Incyte (INCY) Announces Positive Results on Jakafi for GVHD

Incyte Corp announced that the phase II trial, REACH1, evaluating lead drug Jakafi in combination with corticosteroids for the treatment of patients with steroid-refractory acute graft-versus-host disease (GVHD), met its primary endpoint.

The data from the study showed that Jakafi demonstrated an overall response rate (ORR) of 55% at day 28. Moreover, the number of patients achieving a response at any point of time, during the study, was 73%. Propelled by positive data from the REACH 1 study, Incyte now plans to file a Supplemental New Drug Application (sNDA) with the FDA for the label expansion of Jakafi, for the treatment of steroid-refractory acute GVHD, during the third quarter of 2018.

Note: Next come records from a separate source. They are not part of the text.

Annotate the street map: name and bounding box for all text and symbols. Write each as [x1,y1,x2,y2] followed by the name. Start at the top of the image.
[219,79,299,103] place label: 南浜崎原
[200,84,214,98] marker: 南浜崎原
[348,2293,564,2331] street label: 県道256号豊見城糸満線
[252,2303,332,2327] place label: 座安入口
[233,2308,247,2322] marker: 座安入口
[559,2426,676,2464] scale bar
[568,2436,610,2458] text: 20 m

Incyte also plans to present full details from the study, at an upcoming scientific meeting.

We note that Jakafi, a first-in-class JAK1/JAK2 inhibitor, is already approved by the FDA for the treatment of people with polycythemia vera (PV), who have had an inadequate response to or are intolerant of hydroxyurea.

The drug is also indicated for the treatment of people with intermediate or high-risk myelofibrosis (MF), including primary MF, post–polycythemia vera MF and post–essential thrombocythemia MF. Incyte has a collaboration agreement with Novartis (NVSFree Report) for Jakafi. While Jakafi is marketed by Incyte in the United States, it is marketed by Novartis outside the country.

Jakafi’s performance has been impressive so far. In order to expand the patient population and increase the commercial potential of the drug, the company is working on expanding the drug’s label, further. In October 2017, the FDA approved a label update of the drug to include the addition of new patient-reported outcome (PRO) data from the COMFORT-I study as well as updating the warning related to progressive multifocal leukoencephalopathy.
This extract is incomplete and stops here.